» Task description
Could you return each line of the material that has "Output" in it?

- - - - - - -

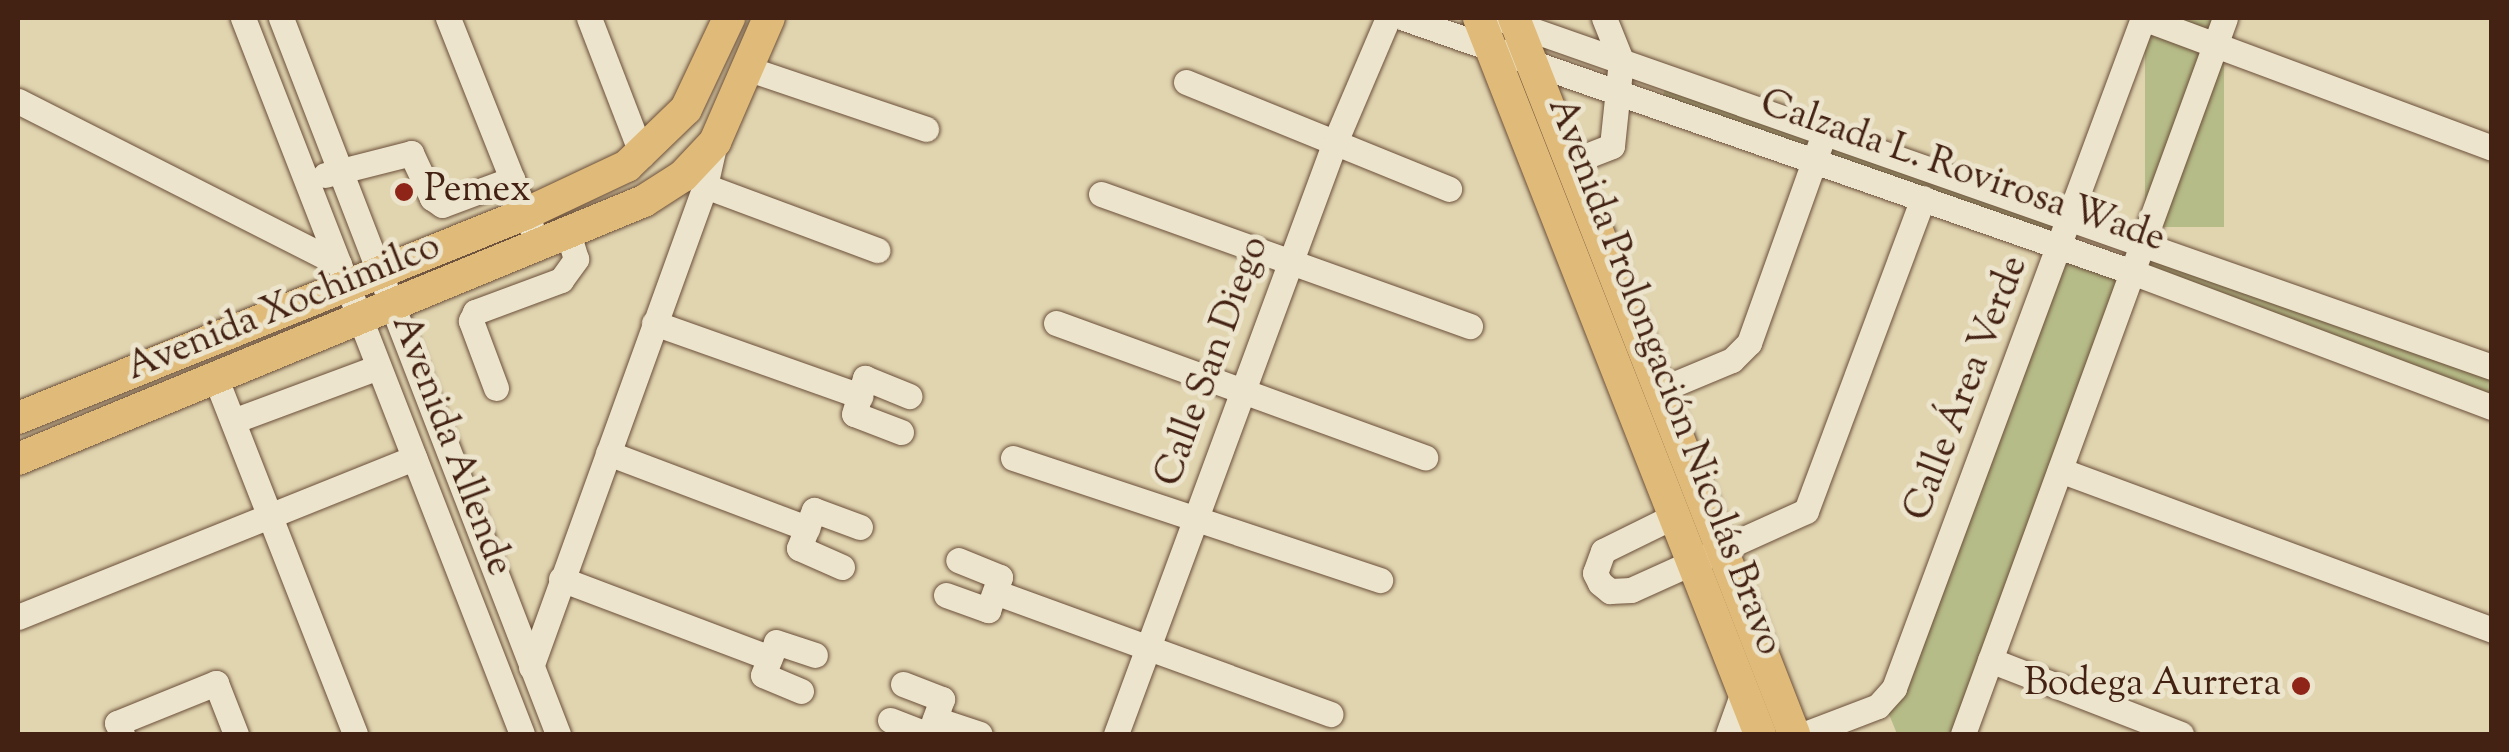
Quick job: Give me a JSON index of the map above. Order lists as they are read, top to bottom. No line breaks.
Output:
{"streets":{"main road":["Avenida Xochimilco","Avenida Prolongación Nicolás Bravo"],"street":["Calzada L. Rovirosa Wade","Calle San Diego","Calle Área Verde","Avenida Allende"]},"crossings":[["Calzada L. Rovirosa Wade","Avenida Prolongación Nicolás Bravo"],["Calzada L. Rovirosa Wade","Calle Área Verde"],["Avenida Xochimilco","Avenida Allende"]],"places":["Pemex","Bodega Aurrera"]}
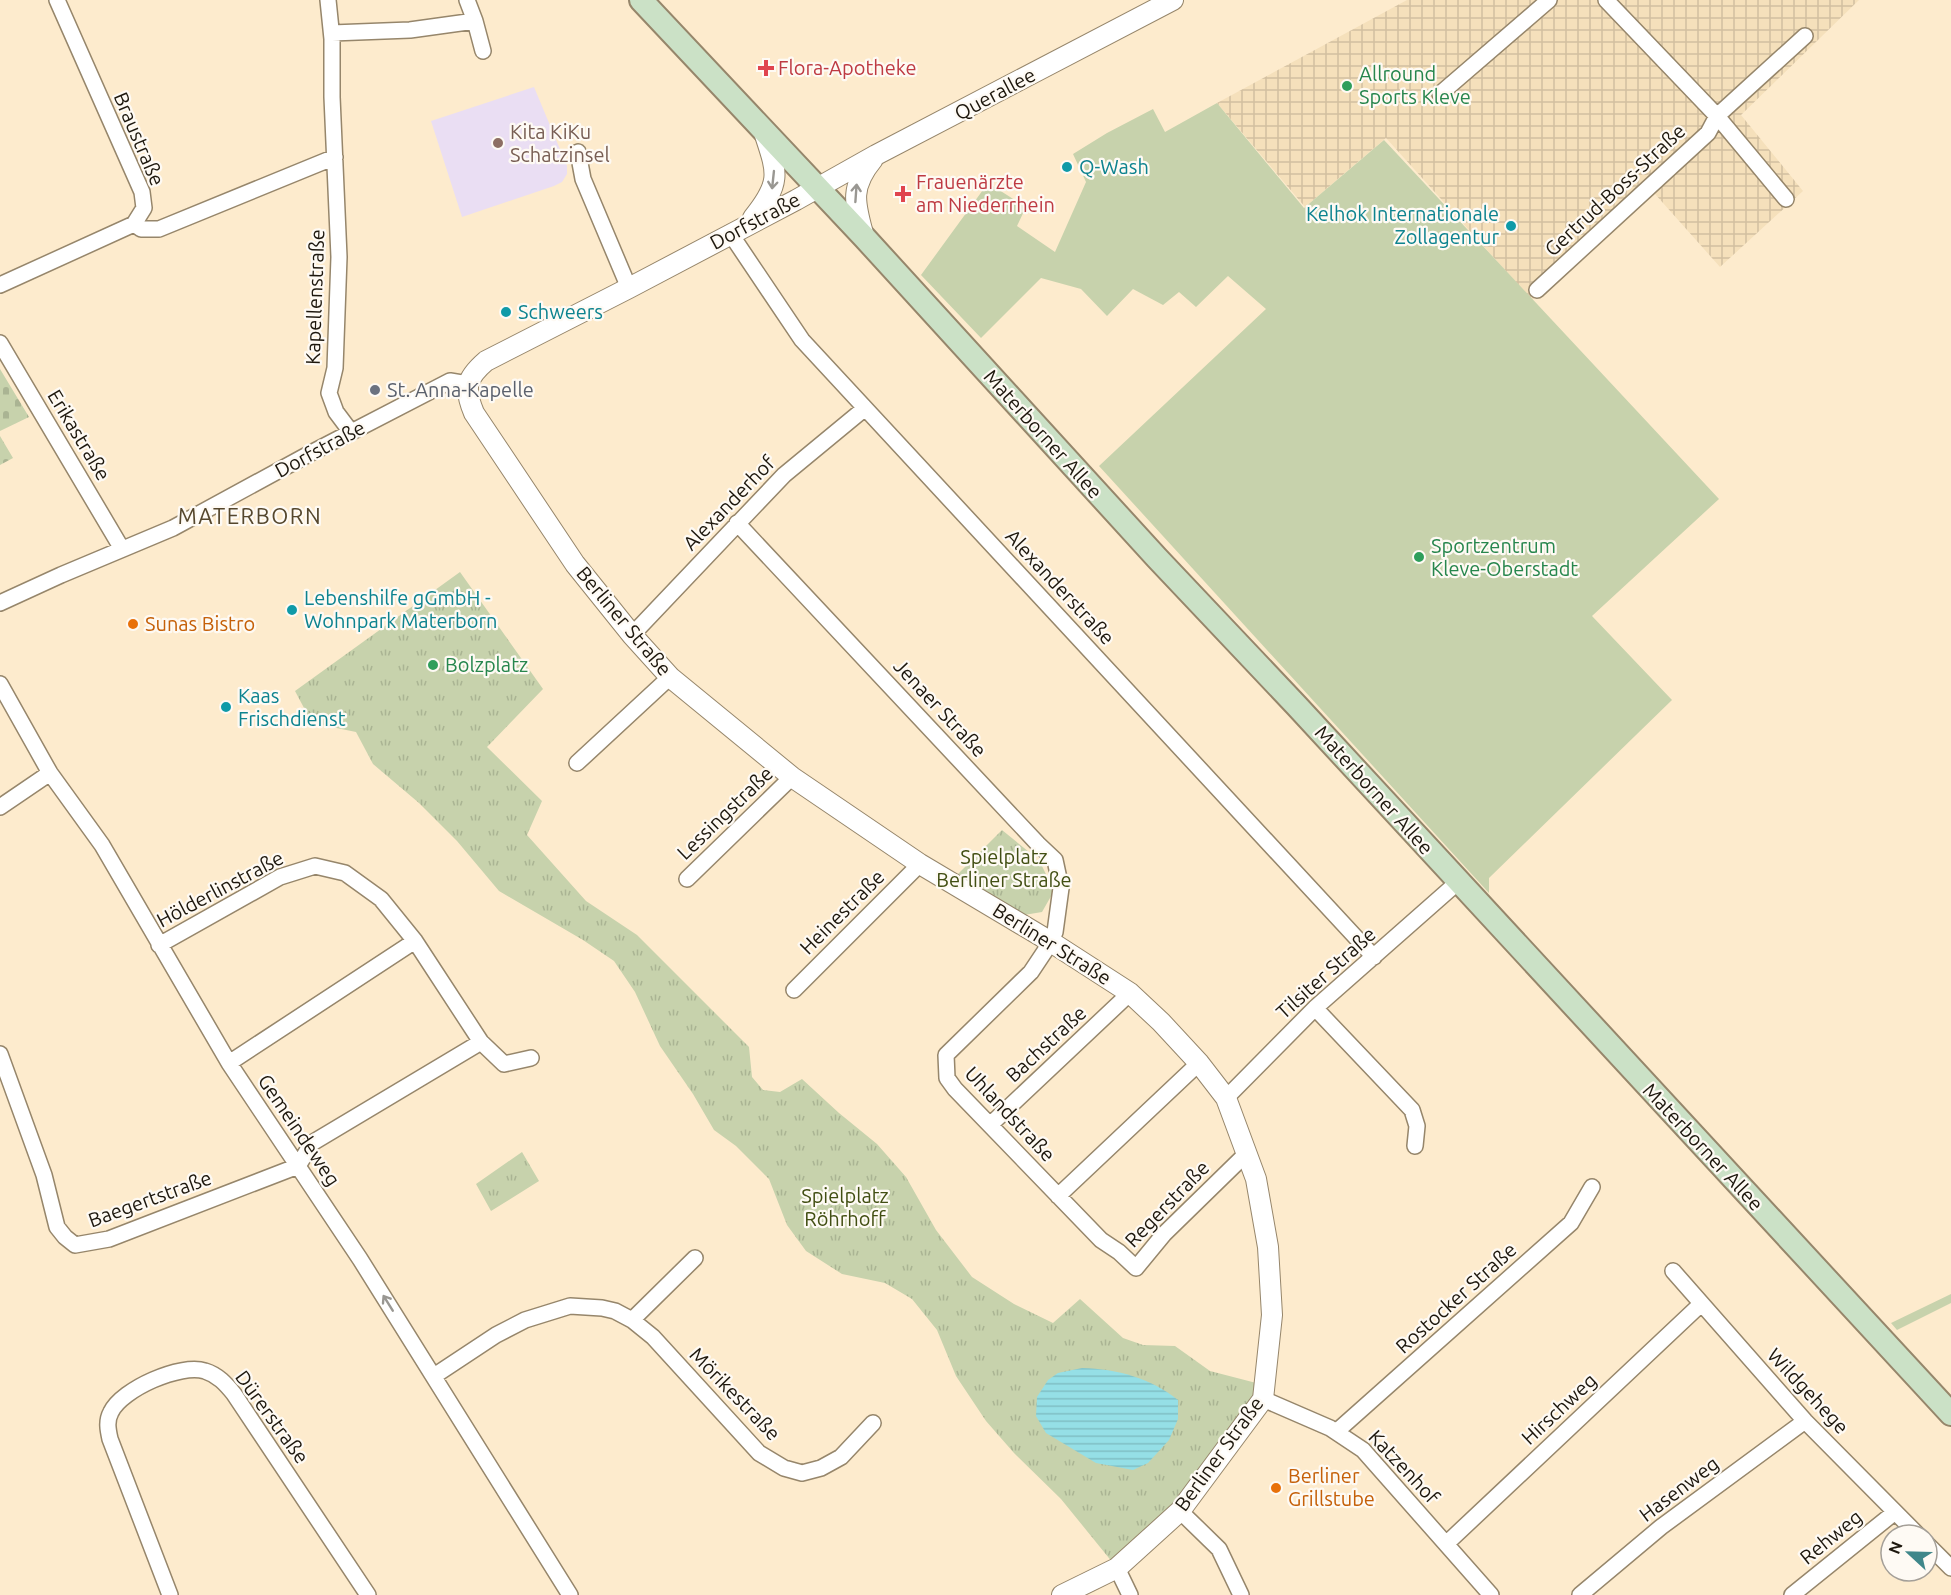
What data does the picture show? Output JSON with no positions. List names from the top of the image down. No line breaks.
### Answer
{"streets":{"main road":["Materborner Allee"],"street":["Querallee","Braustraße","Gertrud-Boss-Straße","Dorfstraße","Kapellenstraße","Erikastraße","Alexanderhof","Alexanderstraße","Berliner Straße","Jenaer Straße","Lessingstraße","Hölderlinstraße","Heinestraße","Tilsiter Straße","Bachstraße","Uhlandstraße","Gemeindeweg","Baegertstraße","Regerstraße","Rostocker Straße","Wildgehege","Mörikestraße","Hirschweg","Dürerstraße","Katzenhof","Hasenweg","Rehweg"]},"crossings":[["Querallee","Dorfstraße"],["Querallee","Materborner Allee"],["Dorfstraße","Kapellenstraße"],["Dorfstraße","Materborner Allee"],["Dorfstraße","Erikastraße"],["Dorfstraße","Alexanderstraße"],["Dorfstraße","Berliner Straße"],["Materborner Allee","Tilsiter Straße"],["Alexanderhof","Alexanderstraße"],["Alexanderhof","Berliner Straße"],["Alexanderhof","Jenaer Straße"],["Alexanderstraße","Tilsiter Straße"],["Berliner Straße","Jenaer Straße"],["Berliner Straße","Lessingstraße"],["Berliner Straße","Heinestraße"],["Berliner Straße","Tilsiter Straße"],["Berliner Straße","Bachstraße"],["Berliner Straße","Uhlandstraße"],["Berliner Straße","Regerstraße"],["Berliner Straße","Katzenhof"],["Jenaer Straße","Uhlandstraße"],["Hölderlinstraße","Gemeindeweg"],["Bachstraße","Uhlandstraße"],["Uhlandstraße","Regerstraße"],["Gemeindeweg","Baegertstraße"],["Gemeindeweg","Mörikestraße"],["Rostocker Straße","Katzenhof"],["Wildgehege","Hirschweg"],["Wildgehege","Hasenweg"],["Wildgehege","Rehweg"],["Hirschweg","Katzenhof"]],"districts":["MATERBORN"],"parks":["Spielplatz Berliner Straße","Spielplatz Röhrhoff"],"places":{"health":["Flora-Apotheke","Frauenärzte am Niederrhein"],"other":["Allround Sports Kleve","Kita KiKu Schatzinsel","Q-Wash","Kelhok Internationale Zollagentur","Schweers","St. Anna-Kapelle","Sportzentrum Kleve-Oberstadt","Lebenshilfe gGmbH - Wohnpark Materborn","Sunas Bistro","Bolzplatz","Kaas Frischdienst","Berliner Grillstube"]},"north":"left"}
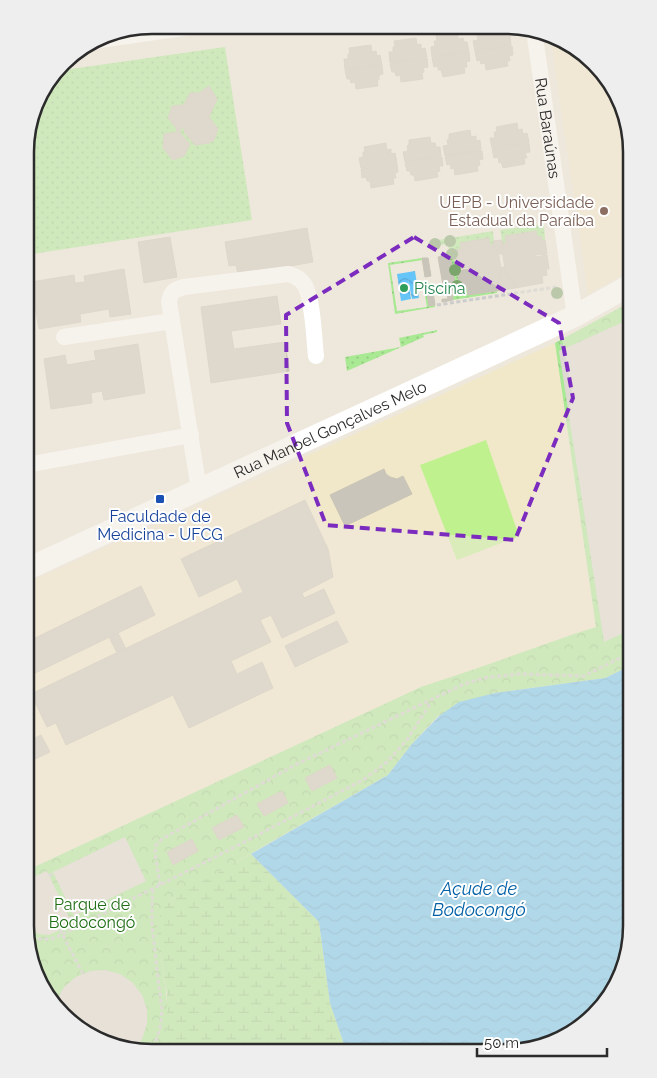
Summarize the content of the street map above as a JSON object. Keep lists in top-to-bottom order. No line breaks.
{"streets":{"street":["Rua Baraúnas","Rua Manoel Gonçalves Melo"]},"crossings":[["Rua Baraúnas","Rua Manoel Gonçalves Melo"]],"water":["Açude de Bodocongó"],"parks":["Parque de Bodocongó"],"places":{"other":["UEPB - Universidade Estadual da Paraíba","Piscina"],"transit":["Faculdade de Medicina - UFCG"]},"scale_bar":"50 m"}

- - - - - - -

» Written reply
Output:
What data does the picture show? Output JSON with no positions. List names from the top of the image down. No line breaks.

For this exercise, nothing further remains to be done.